2001年 9月12日 水曜日

戦争(9/13一部推敲)


 昨夜はぐっすりと寝られた。10時前に就寝、11時半頃に一度目覚めて小用を足してその後は5時半までぐっすり寝た。愛猫フクに足をかじられて目覚めたのだが、いつものようにラジオのスイッチをいれるやアナウンサーの興奮した声が聞こえてきた。ニューヨークでの航空機の体当たりによるビル破壊事件である。階下のテレビをつけると巨大な双子ビルWTC(世界貿易センター)に航空機が突入するシーンが映し出されている。つづいてこのビルがどうっと崩落する。映画を見ているようだ。どんな勢力の所業か、今のところ全く分かっていない。  

 日経新聞は「(WTC)ビルの中には企業のオフィスやレストラン、ホテルなど千二百社が入居しており、五万人の就業者と1日に約二十万人の来訪者がいる。」と紹介している。国防総省の建物(ペンタゴン)も同様の攻撃を受け相当の被害を被ったようだが、このWTCビルの関係だけでも、数千人の死者が出るのであろう。

 このとき同時に、誰だか分からないが、米国の経済と軍事の中枢に与えた大被害を確認し、米政府関係者の右往左往ぶりを見て繰り返し快哉を叫んでいる人々がいるわけだ。

 私はアメリカの原爆投下を思い起こした。あのとき広島・長崎では投下の直後にすでに数万人〜十数万人の市民が殺された。多くのアメリカ人はこの作戦の成功の報をきっと歓喜して迎えたと思う。日本に占領されていた東南アジアの国々では広島への原爆投下の結果を知って万歳を叫んだ人々が少なくなかったとも聞いている。

 唯一の超大国であるアメリカは「われわれはいつでも、どこでも、世界中に展開できる能力がある」(青森・三沢基地司令官ロイド・アターバック准将,本日付朝日新聞)と公言している。アメリカは自国以外の全ての世界に敵対しうる体制(戦時体制)を確立しているのだ。戦時体制にあるのであるならば、敵の攻撃が国内にも及ぶのは当然のことである。つまり、数千人の死者、数万人にのぼるだろう負傷者は、アメリカ政府の軍事戦略の犠牲者でもあるわけだ。

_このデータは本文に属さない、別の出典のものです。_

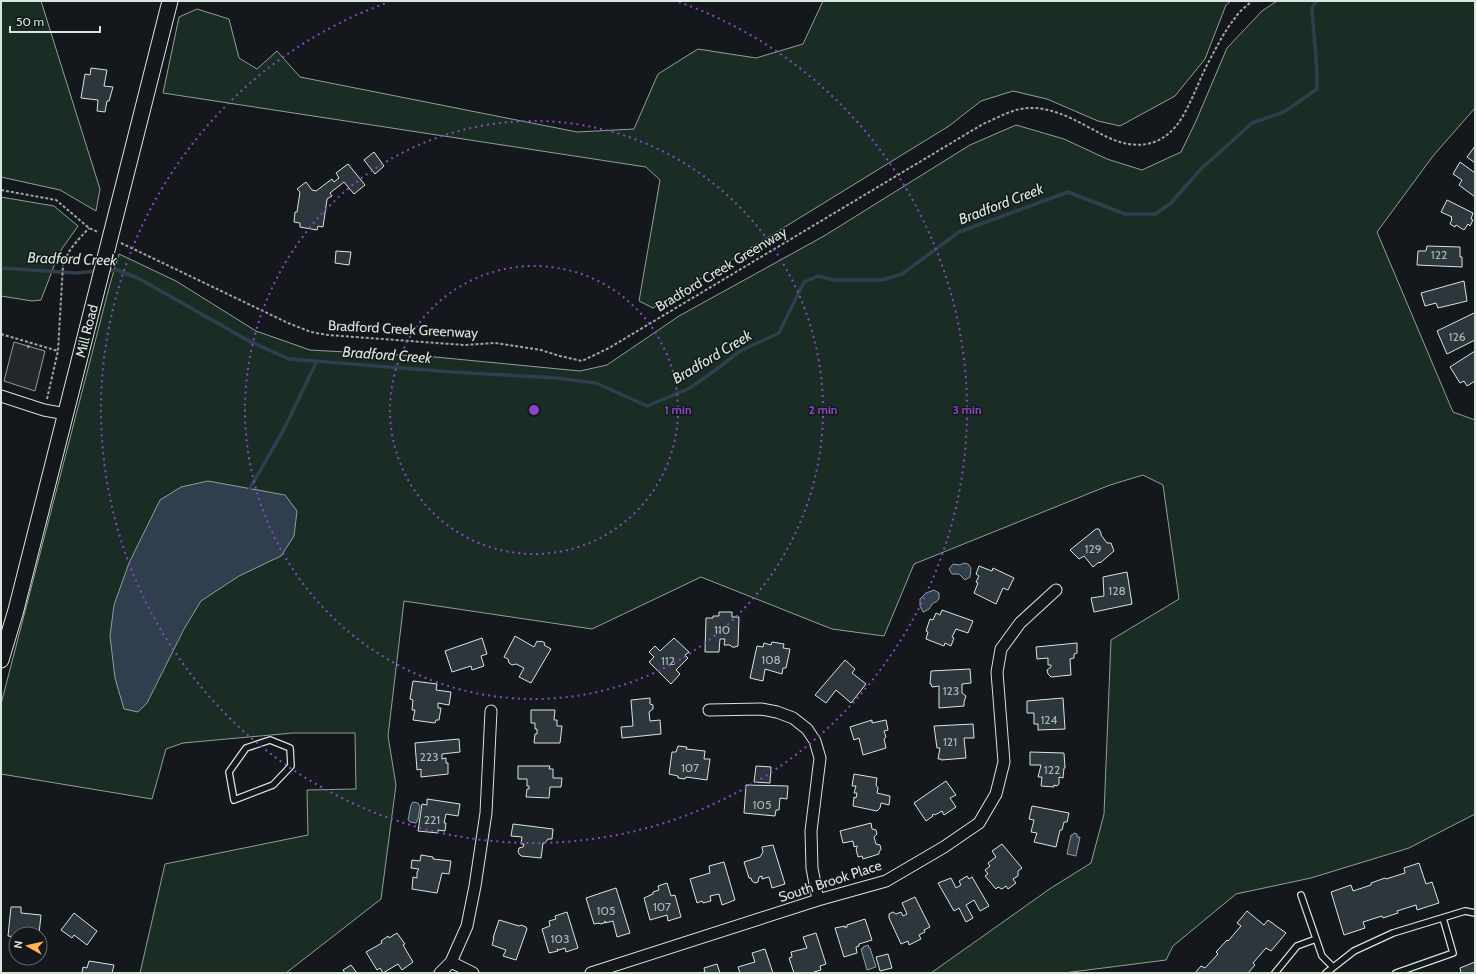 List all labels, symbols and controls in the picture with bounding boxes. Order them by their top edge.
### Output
scale bar [10,8,100,34]
text: 50 m [16,14,44,29]
water label: Bradford Creek [956,179,1046,228]
street label: Bradford Creek Greenway [652,223,790,315]
house number: 122 [1431,247,1447,262]
water label: Bradford Creek [27,248,118,270]
street label: Mill Road [71,302,102,360]
street label: Bradford Creek Greenway [328,316,478,342]
water label: Bradford Creek [669,326,755,388]
house number: 126 [1448,329,1466,344]
water label: Bradford Creek [342,343,433,367]
text: 1 min [664,402,692,417]
text: 2 min [809,402,837,417]
text: 3 min [952,402,982,417]
centre of rings [527,403,541,417]
house number: 129 [1084,541,1102,556]
house number: 128 [1108,583,1126,598]
house number: 110 [714,622,730,637]
house number: 108 [761,652,781,667]
house number: 112 [661,653,675,668]
house number: 123 [943,683,959,698]
house number: 124 [1040,712,1058,727]
house number: 121 [943,734,957,749]
house number: 223 [419,749,439,764]
house number: 107 [681,760,699,775]
house number: 122 [1044,762,1060,777]
house number: 105 [753,797,771,812]
house number: 221 [424,812,440,827]
street label: South Brook Place [776,856,884,906]
house number: 107 [653,899,671,914]
house number: 105 [597,903,615,918]
north arrow [8,926,48,966]
house number: 103 [551,931,569,946]
text: N [11,940,26,949]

 今回の悲惨極まりない事件は、あるいは、戦時でありながら「国内の平和」を謳歌していた東京をドリットル率いるB25爆撃隊が突如空襲したようなものなのかもしれない、と思ったりもするのである。

 テロ手段による問題解決は反対だと声明したところで、それはせいぜい自分の政治的立場を守るのに役立つだけでテロがなくなるわけではない。テロをなくするにはテロの原因を明らかにしなければならない。いったい何が原因なのだ。わたしにはわからない。持つべき情報を持っている人は真剣にこの原因を考察して欲しい。そしてその動きを押さえつける努力だけに終わることなく、その原因を克服する道を探らなければならない。